34 Dieser Grundsatz wurde im Schengen-Protokoll aufgegriffen, das im dritten Absatz seiner Präambel bekräftigt, dass die Bestimmungen des Schengen-Besitzstands nur in dem Maße anwendbar sind, in dem sie mit den Rechtsvorschriften der Union und der Gemeinschaft vereinbar sind. Artikel 1 dieses Protokolls bestimmt, dass die verstärkte Zusammenarbeit im Rahmen des Schengen-Besitzstands innerhalb des institutionellen und rechtlichen Rahmens der Union und unter Beachtung der Verträge zu erfolgen hat. Diese Bestimmung ist ein besonderer Ausdruck des in Artikel 43 Absatz 1 EU aufgestellten Grundsatzes, dass eine verstärkte Zusammenarbeit die Verträge und den institutionellen Rahmen der Union sowie den Besitzstand der Gemeinschaft zu beachten hat.
35 Daraus folgt, dass die Konformität einer Verwaltungspraxis mit den Bestimmungen des SDÜ das Verhalten der zuständigen nationalen Behörden nur rechtfertigen kann, soweit die Anwendung der fraglichen Bestimmungen mit den Gemeinschaftsvorschriften über die Freizügigkeit vereinbar ist.
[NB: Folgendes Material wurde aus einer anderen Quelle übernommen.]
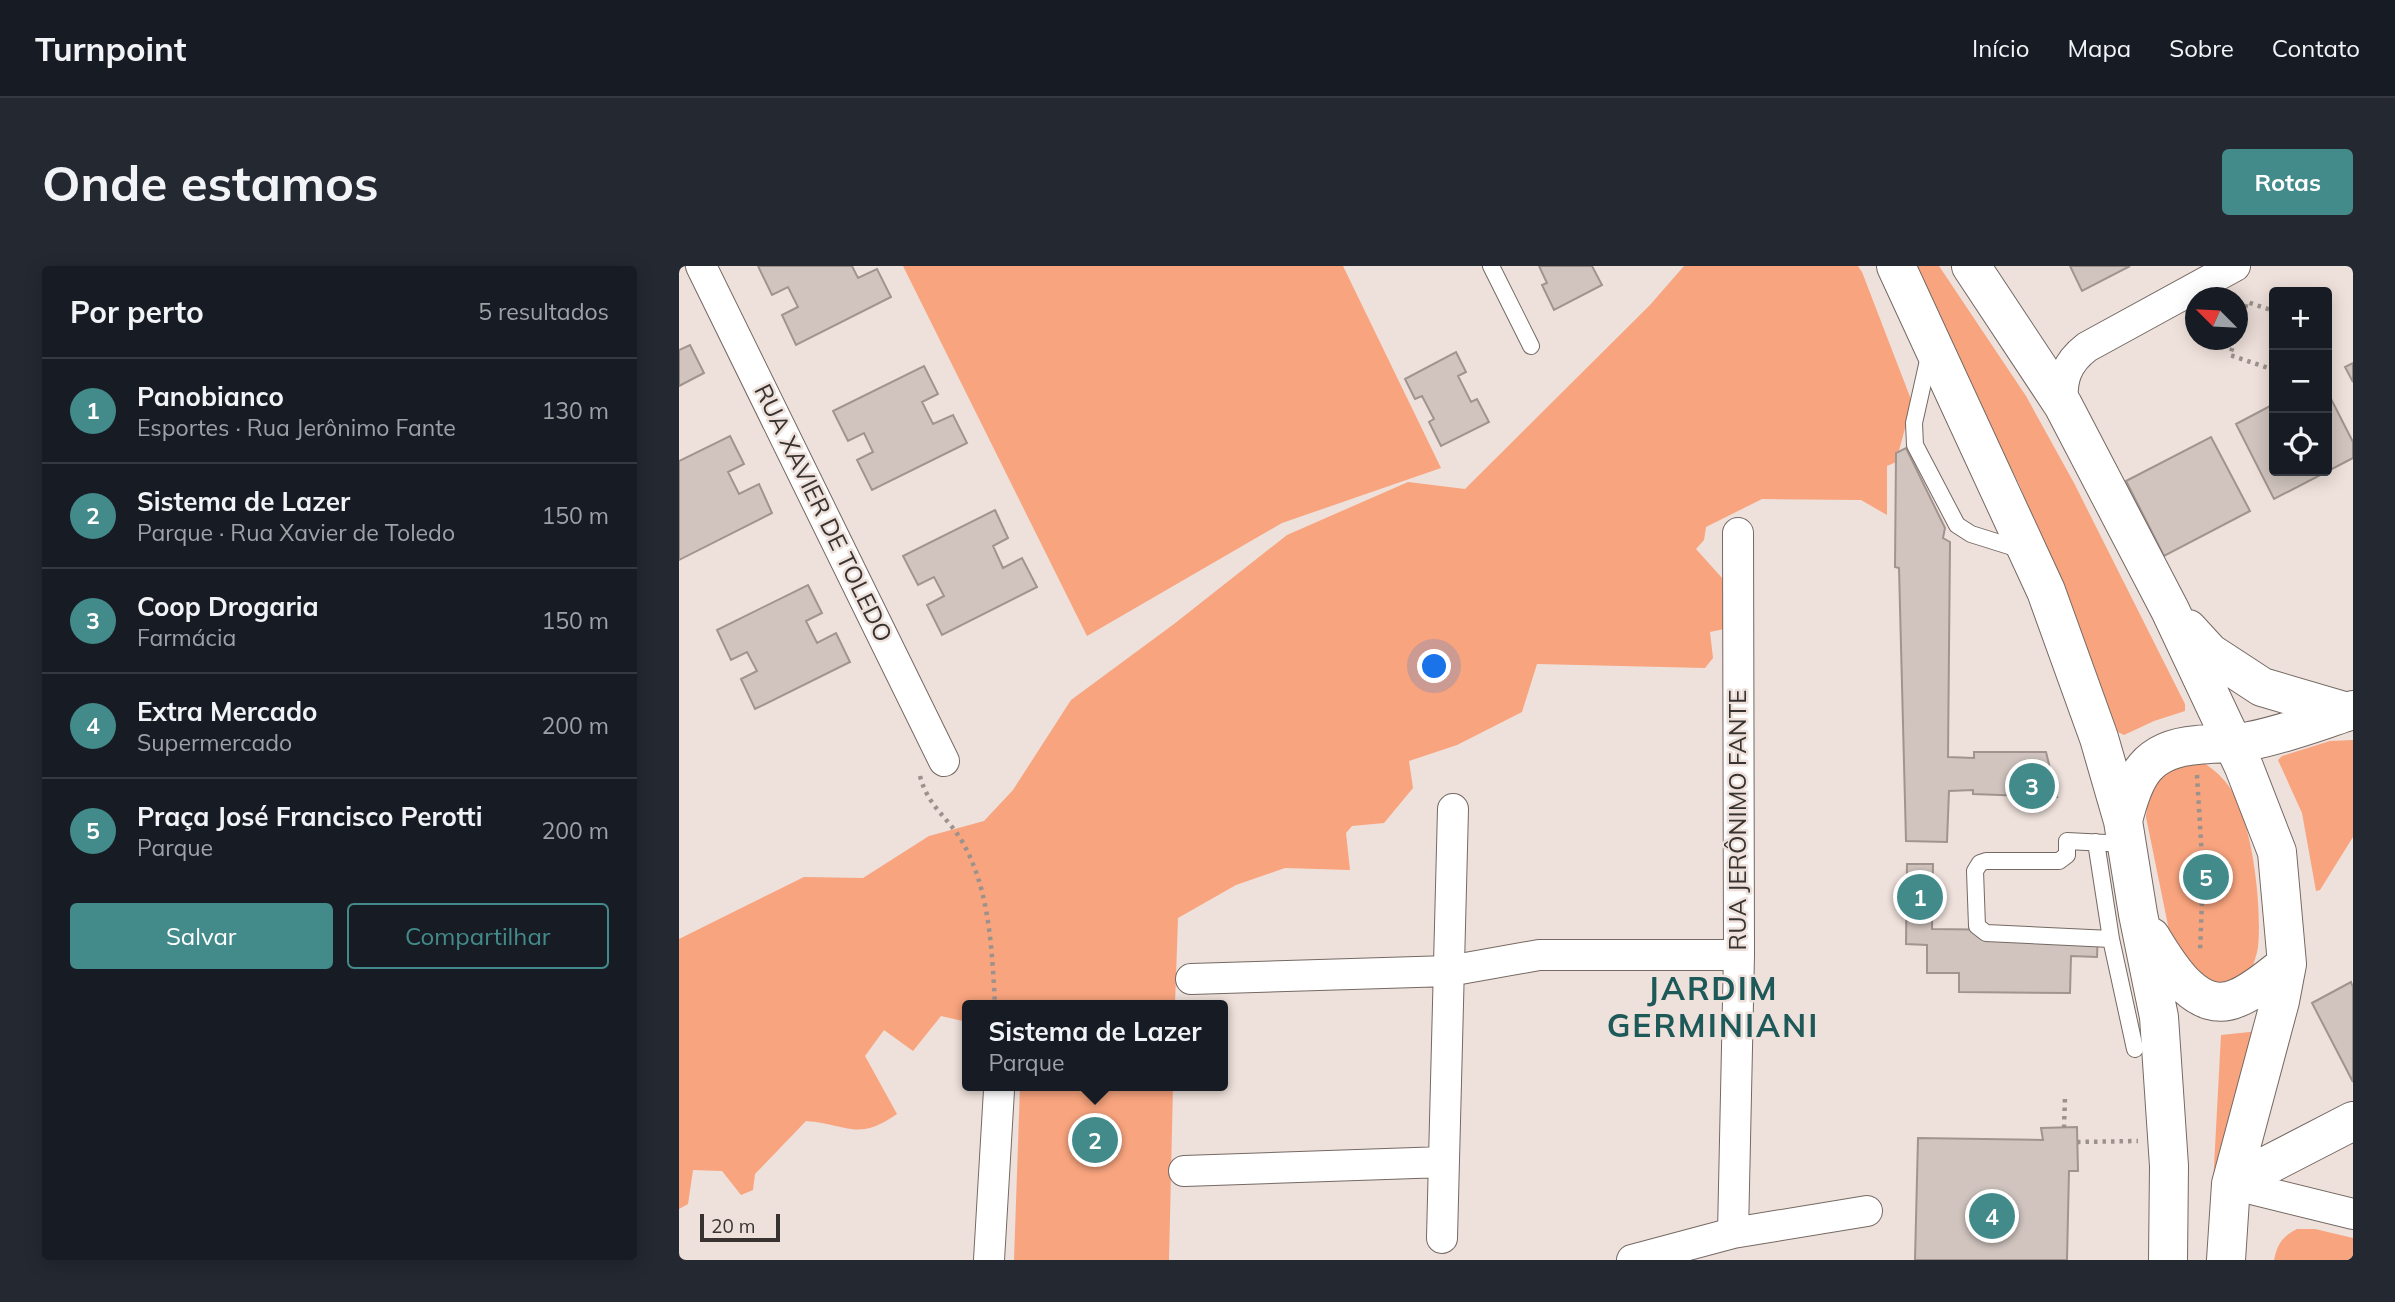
<!DOCTYPE html>
<html lang="pt">
<meta charset="utf-8">
<style>
:root{--surface:#171b24;--page:#242831;--text:#f1f3f6;--muted:#9ea1a6;--line:#363941;--accent:#438b8a}
body{margin:0;font-family:Mulish,sans-serif;background:var(--page);color:var(--text)}
.controls{position:absolute;right:21px;top:21px;display:grid;overflow:hidden;border-radius:7px;box-shadow:0 4px 18px #0003}
.controls button{width:63px;height:63px;display:grid;place-items:center;padding:0;border:0;border-bottom:2px solid var(--line);background:var(--surface);color:var(--text);font:35px sans-serif}
.compass{position:absolute;left:1506px;top:21px;width:63px;height:63px;border-radius:50%;background:var(--surface);box-shadow:0 4px 18px #0003;rotate:294deg}
.scale{position:absolute;left:21px;bottom:18px;width:80px;box-sizing:border-box;padding-left:7px;border:4px solid #383330;border-top:0;font-size:19px;line-height:24px;white-space:nowrap;color:#383330;-webkit-text-stroke:5px #eee0da;paint-order:stroke}
.you{position:absolute;left:756px;top:401px;width:24px;height:24px;margin:-18px;border:5px solid #fff;border-radius:50%;background:#1a73e8;box-shadow:0 0 0 10px #1a73e833}
.badge{display:grid;place-items:center;width:46px;height:46px;border-radius:50%;background:var(--accent);color:#fff;font-size:23px;font-weight:700}
.pin{position:absolute;translate:-50% -50%;border:4px solid #fff;box-shadow:0 2px 7px #0006}
.popup{position:absolute;left:283px;top:734px;width:266px;height:91px;box-sizing:border-box;display:grid;place-content:center;border-radius:7px;background:var(--surface);filter:drop-shadow(0 2px 5px #0005);font-size:23px;white-space:nowrap;color:var(--muted)}
.popup b{font-size:26px;color:var(--text)}
.popup::after{content:'';position:absolute;left:50%;top:100%;margin-left:-14px;border:14px solid transparent;border-top-color:var(--surface)}
.list{margin:0;padding:0;list-style:none}
h2{display:flex;justify-content:space-between;align-items:center;height:91px;margin:0;padding:0 28px;font-size:30px}
h2 small{font-size:23px;font-weight:400;color:var(--muted)}
.list li{display:grid;grid-template-columns:46px 1fr auto;gap:21px;align-items:center;box-sizing:border-box;height:105px;padding:0 28px;border-top:2px solid var(--line)}
.list b{display:block;font-size:26px;white-space:nowrap}
.list p{margin:0;font-size:23px;white-space:nowrap;color:var(--muted)}
.list em{font-size:23px;font-style:normal;color:var(--muted)}
.actions{display:flex;gap:14px;padding:21px 28px}
.actions a{flex:1;padding:16px 0;border:2px solid var(--accent);border-radius:7px;text-align:center;font-size:24px;color:var(--accent)}
.actions .main{background:var(--accent);color:#fff}
.icon{flex:none;width:38px;height:38px;fill:none;stroke:currentColor;stroke-width:2;stroke-linecap:round;stroke-linejoin:round}
.map{position:relative;flex:none;width:1674px;height:994px;overflow:hidden;border-radius:7px}
header{display:flex;align-items:center;gap:42px;box-sizing:border-box;height:98px;padding:0 35px;background:var(--surface);border-bottom:2px solid var(--line)}
header strong{font-size:33px}
nav{display:flex;gap:38px;margin-inline-start:auto;font-size:24px}
.intro{display:flex;align-items:center;justify-content:space-between;box-sizing:border-box;height:168px;padding:0 42px}
h1{margin:0;font-size:49px}
.button{padding:18px 32px;border-radius:7px;background:var(--accent);color:#fff;font-size:24px;font-weight:700}
main{display:flex;gap:42px;padding:0 42px}
aside{flex:1;background:var(--surface);border-radius:7px;box-shadow:0 4px 18px #0003}
.map>svg:first-child{display:block}
.green{fill:#f8a47e}
.building{fill:#d1c4be;stroke:#a1948f;stroke-width:2}
.lines{fill:none;stroke-linecap:round;stroke-linejoin:round}
.lane-casing{stroke:#756963;stroke-width:18}
.street-casing{stroke:#756963;stroke-width:32}
.secondary-casing{stroke:#756963;stroke-width:40}
.path{stroke:#9c928d;stroke-width:4.5;stroke-dasharray:3.5 5;stroke-linecap:butt}
.lane{stroke:#fff;stroke-width:16}
.street{stroke:#fff;stroke-width:30}
.secondary{stroke:#fff;stroke-width:38}
.labels{text-anchor:middle;stroke-width:5;stroke-linejoin:round;paint-order:stroke}
.street-label{font-size:24px;fill:#383330;stroke:#eee0da}
.district-label{font-size:32px;font-weight:bold;letter-spacing:2px;fill:#1e5959;stroke:#eee0da}
</style>
<header>
<strong>Turnpoint</strong>
<nav><a>Início</a><a>Mapa</a><a>Sobre</a><a>Contato</a></nav>
</header>
<div class="intro"><h1>Onde estamos</h1><a class="button">Rotas</a></div>
<main>
<aside>
<h2>Por perto<small>5 resultados</small></h2>
<ul class="list">
<li><span class="badge">1</span><div><b>Panobianco</b><p>Esportes · Rua Jerônimo Fante</p></div><em>130 m</em></li>
<li><span class="badge">2</span><div><b>Sistema de Lazer</b><p>Parque · Rua Xavier de Toledo</p></div><em>150 m</em></li>
<li><span class="badge">3</span><div><b>Coop Drogaria</b><p>Farmácia</p></div><em>150 m</em></li>
<li><span class="badge">4</span><div><b>Extra Mercado</b><p>Supermercado</p></div><em>200 m</em></li>
<li><span class="badge">5</span><div><b>Praça José Francisco Perotti</b><p>Parque</p></div><em>200 m</em></li>
</ul>
<div class="actions"><a class="main">Salvar</a><a>Compartilhar</a></div>
</aside>
<div class="map">
<svg width="1674" height="994" viewBox="0 0 1674 994">
<rect width="100%" height="100%" fill="#eee0da"/>
<path class="green" d="M224,0H664L762,202L603,257L408,370Z
M1005,0H1179L1183,6L1233,136L1217,196L1208,200V249L1182,234L1083,233L1027,261L1025,274L1017,283L1052,322L1045,363L1031,366L1034,392L1026,402L858,398L843,446L778,479L730,495L734,522L705,557L673,560L667,567L671,604L606,602L557,619L499,652L496,739H288V756L262,750L234,785L205,764L186,790L218,848C178,876 169,858 127,855L76,908L74,924L62,929L43,905L14,904L9,938L0,943V673L125,611L184,612L250,570L305,555L334,524L392,434L495,358L608,269L729,216L786,223L971,39Z
M1227,0H1260L1347,130L1395,217L1506,438V445L1475,455L1445,469L1439,466L1400,364L1340,218Z
M1674,474V571L1641,624L1637,625L1623,547L1599,494L1603,490L1651,475Z
M1525,497C1537,505 1547,514 1554,527C1574,562 1583,641 1579,681C1578,689 1574,698 1572,707L1525,724L1493,679L1467,551L1469,531L1490,501Z
M1590,764L1530,994L1542,769Z
M341,820H494L490,994H335Z
M1618,963H1636L1674,972V994H1595C1599,977 1603,971 1618,963Z"/>
<path class="building" d="M79,0H173L179,12L198,3L212,31L117,79L103,49L119,41L109,21L93,29Z
M860,0H913L923,19L875,44L863,19L868,17Z
M1391,0H1451L1403,25Z
M11,79L25,107L0,120V84Z
M777,86L787,106L779,110L792,136L798,133L810,156L762,180L750,156L755,153L743,130L736,133L726,113Z
M1674,97V116L1666,101Z
M245,100L259,128L243,136L254,158L274,149L288,177L193,224L178,194L194,186L185,167L169,175L154,145Z
M1648,125L1674,176V192L1595,233L1557,158L1595,138V205H1648Z
M51,170L65,198L49,206L60,228L80,218L93,247L0,294V195Z
M1532,171L1571,245L1485,290L1447,215Z
M1227,182L1266,262L1264,272L1271,276L1269,491L1295,492V486H1367L1378,531L1294,528V524L1270,525L1268,576L1227,575L1220,302L1216,301L1217,187Z
M316,244L329,272L314,280L324,302L343,292L358,321L263,369L248,339L265,330L255,311L239,319L224,290Z
M129,319L143,347L127,355L138,377L157,367L171,396L76,443L62,413L78,405L68,386L52,394L38,364Z
M1228,598H1254L1253,663L1419,665L1418,691L1392,690L1391,727L1280,726V707H1248V679L1227,678Z
M1672,716L1674,721V816L1633,737Z
M1398,861L1399,905H1390L1388,994H1236L1239,872L1364,874L1362,862Z"/>
<g class="lines">
<defs>
<path id="lane" d="M812,0L852,80
M1250,90L1235,157L1236,179L1278,259L1292,268L1343,284
M1417,576L1432,673L1456,783
M1432,673L1307,667L1298,660L1296,605L1301,597L1307,595H1380L1388,589V575L1447,578"/>
<path id="street" d="M22,0L265,495
M1384,139C1382,114 1387,97 1408,81L1556,0
M512,713L770,705L860,689H1060
M505,905L765,896
M1552,918L1674,948
M1054,967L1060,689L1059,267
M763,972L774,543
M310,994L320,824
M953,994L1054,967L1188,945"/>
<path id="secondary" d="M1217,0L1367,325L1420,472L1444,555L1459,648L1480,751L1490,900L1489,994
M1292,0L1384,139L1491,344L1565,501L1598,586L1608,698L1601,735L1552,918L1547,994
M1509,363L1531,387L1583,421L1668,446
M1444,555C1455,510 1467,483 1518,479C1536,477 1553,478 1571,475C1607,468 1640,455 1674,444
M1472,671C1489,699 1518,750 1558,732C1576,725 1593,709 1608,698
M1552,918L1674,855"/>
</defs>
<use href="#lane" class="lane-casing"/>
<use href="#street" class="street-casing"/>
<use href="#secondary" class="secondary-casing"/>
<path class="path" d="M1559,66L1568,36L1595,45
M1556,74L1551,89L1595,104
M1518,509L1524,609L1521,686
M241,510C249,541 270,552 284,577C311,625 313,685 316,739
M1385,862L1386,831
M1398,876L1459,875"/>
<use href="#lane" class="lane"/>
<use href="#street" class="street"/>
<use href="#secondary" class="secondary"/>
</g>
<g class="labels">
<g class="street-label">
<text transform="translate(144 247) rotate(64)" y="8">RUA XAVIER DE TOLEDO</text>
<text transform="translate(1059 554) rotate(-90)" y="8">RUA JERÔNIMO FANTE</text>
</g>
<g class="district-label">
<text x="1034" y="734">JARDIM<tspan x="1034" dy="37">GERMINIANI</tspan></text>
</g>
</g>
</svg>
<div class="controls">
<button>+</button>
<button>−</button>
<button><svg class="icon" aria-label="locate" viewBox="0 0 24 24"><circle cx="12" cy="12" r="6"/><path d="M12 2v4M12 18v4M2 12h4M18 12h4"/></svg></button>
</div>
<svg class="compass" viewBox="-18 -18 36 36"><path d="M0-13l5 13h-10z" fill="#e53935"/><path d="M0 13l5-13h-10z" fill="#9ea1a6"/></svg>
<div class="scale">20 m</div>
<div class="you"></div>
<div class="pin badge" style="left:1241px;top:631px">1</div>
<div class="pin badge" style="left:416px;top:874px">2</div>
<div class="popup"><b>Sistema de Lazer</b>Parque</div>
<div class="pin badge" style="left:1353px;top:520px">3</div>
<div class="pin badge" style="left:1313px;top:950px">4</div>
<div class="pin badge" style="left:1527px;top:611px">5</div>
</div>
</main>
36 In den beiden Fällen, die Gegenstand der vorliegenden Klage sind, haben die spanischen Behörden, wie die spanische Regierung geltend macht, gemäß dem im SDÜ vorgesehenen Mechanismus gehandelt. Denn nach den Artikeln 94 Absatz 1 und 105 SDÜ fällt die Beurteilung der Frage, ob Umstände vorliegen, die die Aufnahme der Ausschreibung eines Drittausländers in das SIS rechtfertigen, in die Zuständigkeit des ausschreibenden Staates – hier der Bundesrepublik Deutschland –, der für die Richtigkeit und Aktualität der von ihm eingegebenen Daten sowie für die Rechtmäßigkeit der Speicherung im SIS verantwortlich ist und der allein diese Daten ergänzen, berichtigen oder löschen darf. Die anderen Vertragsstaaten sind, sofern keine außergewöhnlichen Umstände gegeben sind – die im vorliegenden Verfahren keine Rolle spielen –, nach den Artikeln 5 und 15 SDÜ verpflichtet, einem zur Einreiseverweigerung ausgeschriebenen Drittausländer die Einreise und die Erteilung eines Sichtvermerks zu verweigern.
37 ImIDDDer Automatismus dieser Verweigerung ist Ausdruck des Grundsatzes der Zusammenarbeit zwischen den Vertragsstaaten, der dem Schengen-Besitzstand zugrunde liegt und der für das Funktionieren eines integrierten Verwaltungssystems unerlässlich ist, das als Folge des freien Übertritts der Grenzen innerhalb des Schengen-Raums ein hohes einheitliches Kontroll- und Überwachungsniveau an den Außengrenzen gewährleisten soll.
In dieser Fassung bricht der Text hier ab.